Out of the lines below, please list those that hold the string "markers".

### Dataset extract

--------------------------------------------------

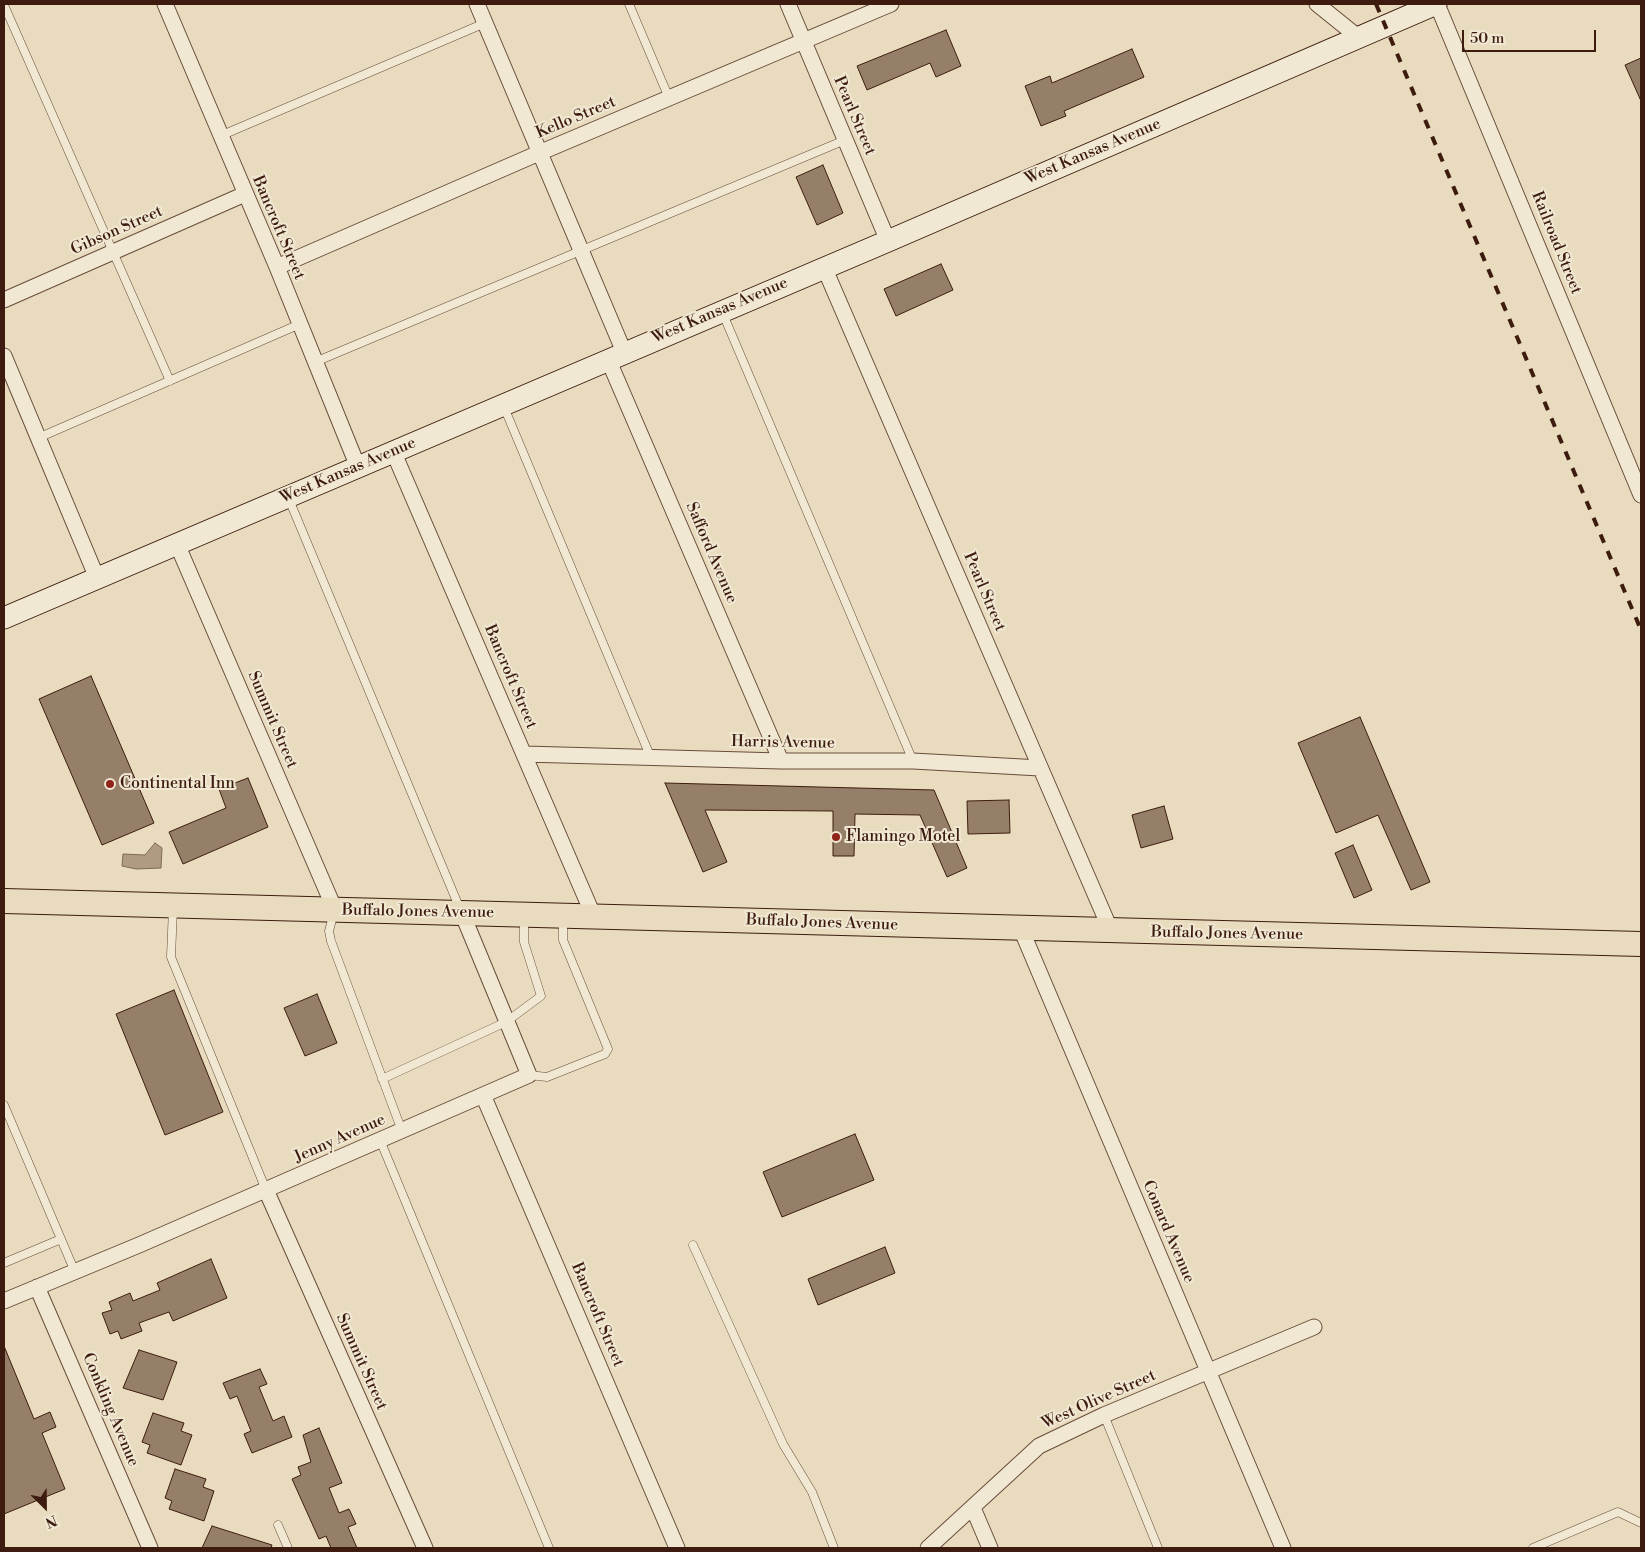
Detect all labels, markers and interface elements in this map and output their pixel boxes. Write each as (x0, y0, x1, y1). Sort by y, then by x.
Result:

--------------------------------------------------

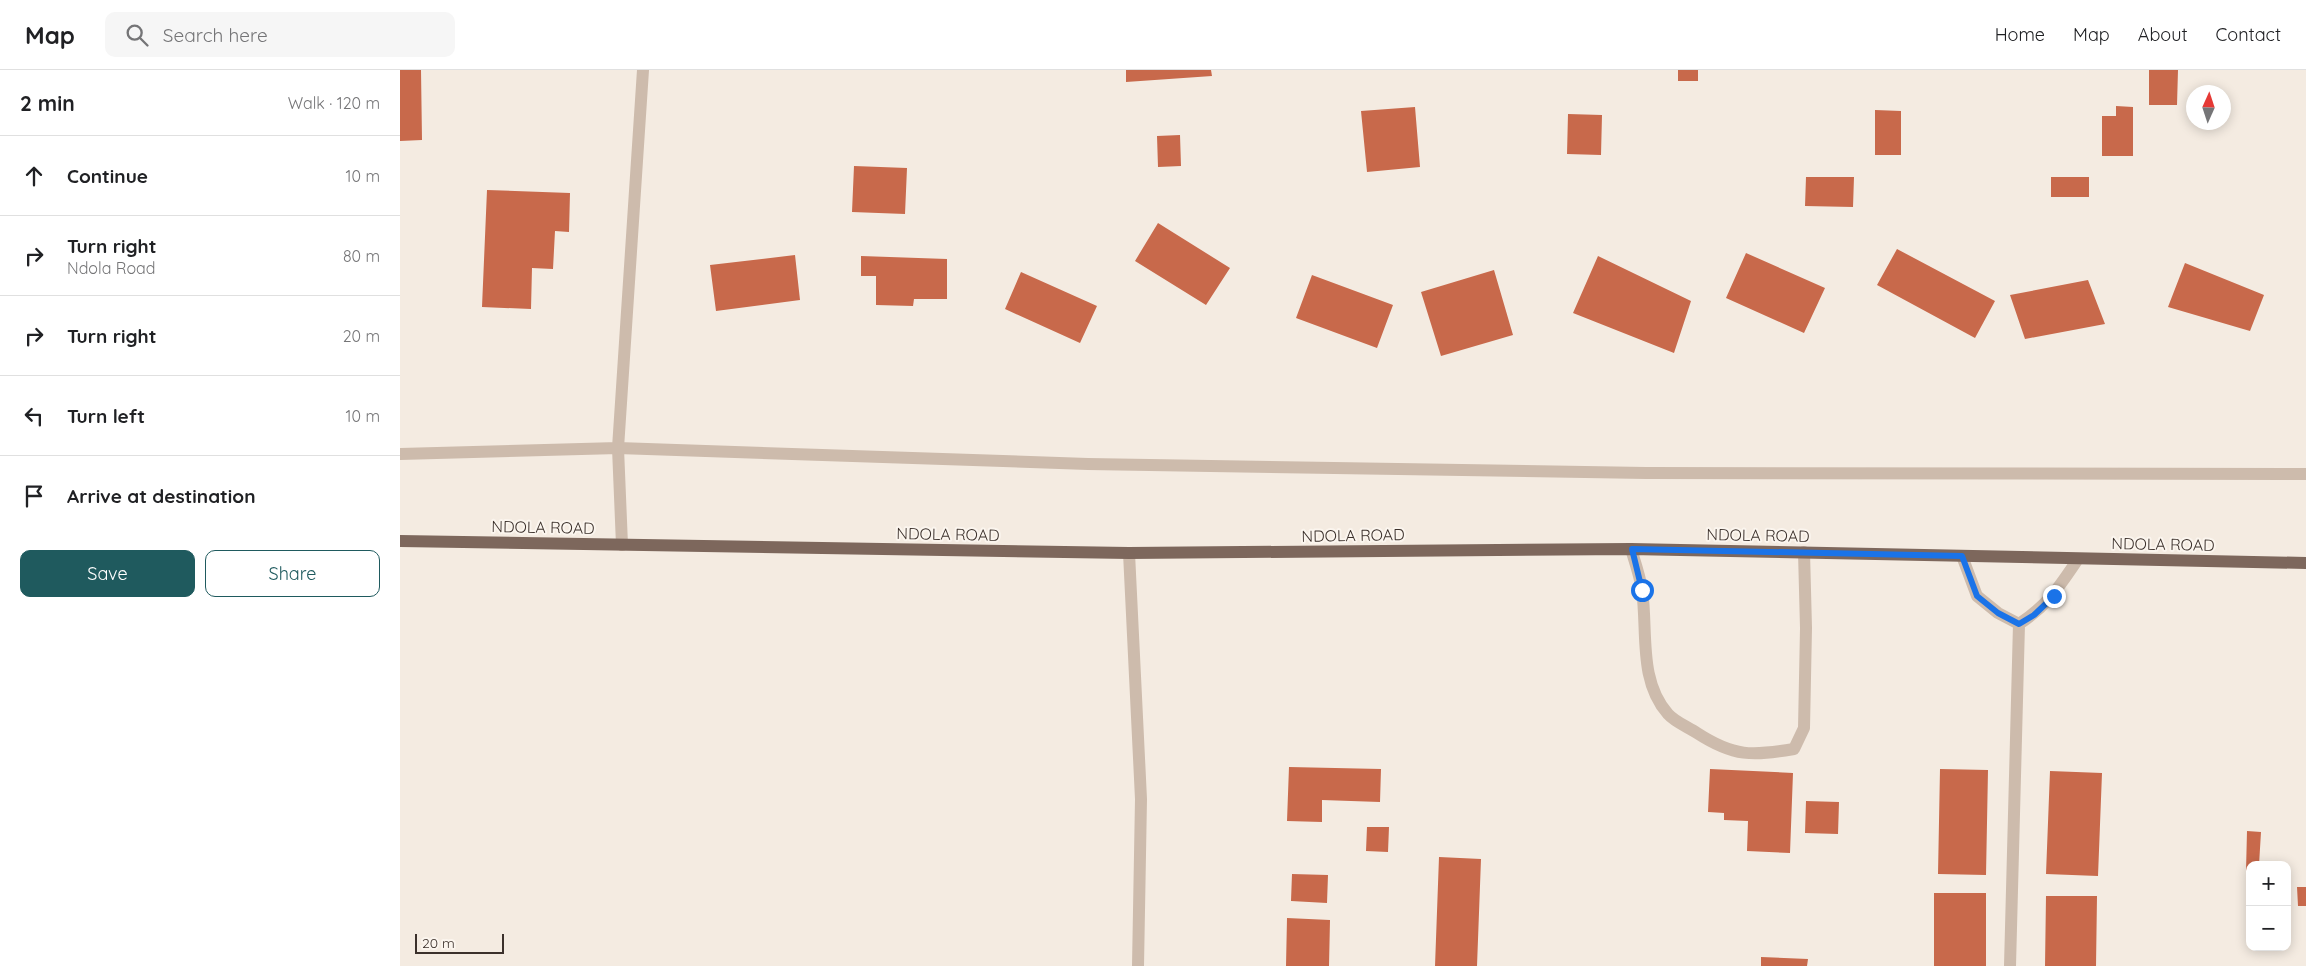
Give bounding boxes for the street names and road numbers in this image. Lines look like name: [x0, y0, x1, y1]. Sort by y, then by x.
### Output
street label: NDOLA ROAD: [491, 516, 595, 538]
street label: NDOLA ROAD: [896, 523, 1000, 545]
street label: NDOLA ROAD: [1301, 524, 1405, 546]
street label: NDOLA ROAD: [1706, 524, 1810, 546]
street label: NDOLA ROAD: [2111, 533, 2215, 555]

--------------------------------------------------

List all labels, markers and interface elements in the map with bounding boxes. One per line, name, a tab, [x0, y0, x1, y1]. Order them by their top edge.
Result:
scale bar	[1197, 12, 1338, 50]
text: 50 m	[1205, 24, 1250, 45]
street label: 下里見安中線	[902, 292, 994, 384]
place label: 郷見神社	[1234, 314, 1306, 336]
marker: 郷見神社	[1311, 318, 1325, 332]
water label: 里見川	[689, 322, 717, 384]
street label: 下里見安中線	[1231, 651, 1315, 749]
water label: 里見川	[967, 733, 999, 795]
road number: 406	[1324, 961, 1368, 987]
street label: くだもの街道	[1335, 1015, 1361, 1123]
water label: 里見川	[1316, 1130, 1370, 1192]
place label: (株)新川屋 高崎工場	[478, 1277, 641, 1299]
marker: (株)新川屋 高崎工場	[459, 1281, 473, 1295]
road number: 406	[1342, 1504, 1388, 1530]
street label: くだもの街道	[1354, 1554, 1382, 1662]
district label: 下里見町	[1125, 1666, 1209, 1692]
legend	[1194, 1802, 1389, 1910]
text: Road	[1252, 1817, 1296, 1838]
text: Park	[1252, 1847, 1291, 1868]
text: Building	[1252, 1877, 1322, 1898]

--------------------------------------------------

### Completed task
Detect all labels, markers and interface elements in this map and output their pixel boxes. Write each as (x0, y0, x1, y1). Sort by y, then by x.
List all labels, markers and interface elements in the map with bounding boxes. One per line, name, a tab, [x0, y0, x1, y1]. Order them by their top edge.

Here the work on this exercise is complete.